Meg decidió que lo mejor sería poner el árbol junto al ventanal del cuarto de estar. Así, cualquiera que pasara podría verlo desde la calle.

Su sugerencia fue aprobada por unanimidad y Kon, vestido con vaqueros y una sudadera, colocó el abeto perfectamente derecho en cuestión de minutos.

Meg desenrolló una tira de luces y Anna, con Thor a sus pies, se las acercó a su padre, que las colocó sobre el árbol. Los tres trabajaron en perfecta armonía. Si alguien hubiera mirado desde la ventana, habría visto a la familia ideal.

Sin embargo, nadie podría imaginar la tristeza que acumulaba Kon, ni que, la noche anterior, después de que él se marchara de su cama, Meg no había podido dormir. Angustiada, una parte de ella deseaba dolorosamente ir a su habitación y arrojarse en sus brazos.

Pero algo intangible había sucedido durante su conversación. El hombre que la había destrozado al prometerle que nunca volvería a pedirle que durmiera con él, no era el mismo que, poco antes, le había suplicado que se tumbara a su lado solo para notar su cercanía.

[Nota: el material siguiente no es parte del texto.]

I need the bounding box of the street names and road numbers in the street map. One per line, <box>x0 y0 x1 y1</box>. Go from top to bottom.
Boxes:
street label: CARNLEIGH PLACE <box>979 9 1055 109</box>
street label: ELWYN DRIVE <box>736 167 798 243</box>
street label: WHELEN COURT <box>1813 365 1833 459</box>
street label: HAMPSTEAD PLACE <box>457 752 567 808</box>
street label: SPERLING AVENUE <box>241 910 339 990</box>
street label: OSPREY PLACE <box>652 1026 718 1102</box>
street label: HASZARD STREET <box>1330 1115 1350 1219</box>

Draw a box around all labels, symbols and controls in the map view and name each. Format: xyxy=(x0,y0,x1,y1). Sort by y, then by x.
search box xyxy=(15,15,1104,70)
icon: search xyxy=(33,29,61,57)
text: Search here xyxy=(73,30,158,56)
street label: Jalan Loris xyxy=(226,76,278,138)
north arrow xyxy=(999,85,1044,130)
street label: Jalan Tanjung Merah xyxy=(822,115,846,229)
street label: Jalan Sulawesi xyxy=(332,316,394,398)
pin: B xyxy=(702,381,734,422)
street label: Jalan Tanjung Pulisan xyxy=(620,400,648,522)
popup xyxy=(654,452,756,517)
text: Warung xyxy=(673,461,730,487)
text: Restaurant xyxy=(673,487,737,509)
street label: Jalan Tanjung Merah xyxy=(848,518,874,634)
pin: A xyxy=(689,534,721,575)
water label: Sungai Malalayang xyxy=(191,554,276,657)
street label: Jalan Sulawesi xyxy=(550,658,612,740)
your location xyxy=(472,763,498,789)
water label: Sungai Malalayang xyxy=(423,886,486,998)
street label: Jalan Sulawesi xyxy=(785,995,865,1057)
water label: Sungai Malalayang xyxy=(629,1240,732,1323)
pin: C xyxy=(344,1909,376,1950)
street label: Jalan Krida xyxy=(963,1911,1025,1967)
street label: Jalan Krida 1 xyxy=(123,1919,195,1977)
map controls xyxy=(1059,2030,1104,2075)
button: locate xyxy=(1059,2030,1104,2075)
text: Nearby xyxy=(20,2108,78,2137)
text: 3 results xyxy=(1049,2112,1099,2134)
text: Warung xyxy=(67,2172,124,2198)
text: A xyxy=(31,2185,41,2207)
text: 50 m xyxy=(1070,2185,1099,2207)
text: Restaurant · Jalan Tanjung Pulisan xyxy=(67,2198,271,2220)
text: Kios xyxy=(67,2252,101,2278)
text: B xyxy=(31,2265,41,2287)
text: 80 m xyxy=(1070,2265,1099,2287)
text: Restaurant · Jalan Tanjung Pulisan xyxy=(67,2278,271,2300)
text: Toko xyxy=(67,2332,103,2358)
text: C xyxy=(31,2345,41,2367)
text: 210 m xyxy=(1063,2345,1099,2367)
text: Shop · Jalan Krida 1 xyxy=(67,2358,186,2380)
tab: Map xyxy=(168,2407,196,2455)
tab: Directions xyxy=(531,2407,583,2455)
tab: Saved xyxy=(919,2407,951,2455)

Meg no tuvo valor para afrontar una negativa de reconciliación y se quedó en la cama, sola. Pasó el resto de la noche tratando de ordenar sus confusos sentimientos.

Siempre que intentaba ponerse en el lugar de Kon, se ponía físicamente enferma. Podía imaginarse la soledad, la nostalgia y la tristeza que debía de haber sentido cuando dejó Rusia para establecerse en un país extraño y hostil. Unos años antes, Meg había leído unos artículos sobre los desertores. En ellos, un tema predominaba sobre el resto. Los desertores sufrían las consecuencias de su desarraigo el resto de sus vidas.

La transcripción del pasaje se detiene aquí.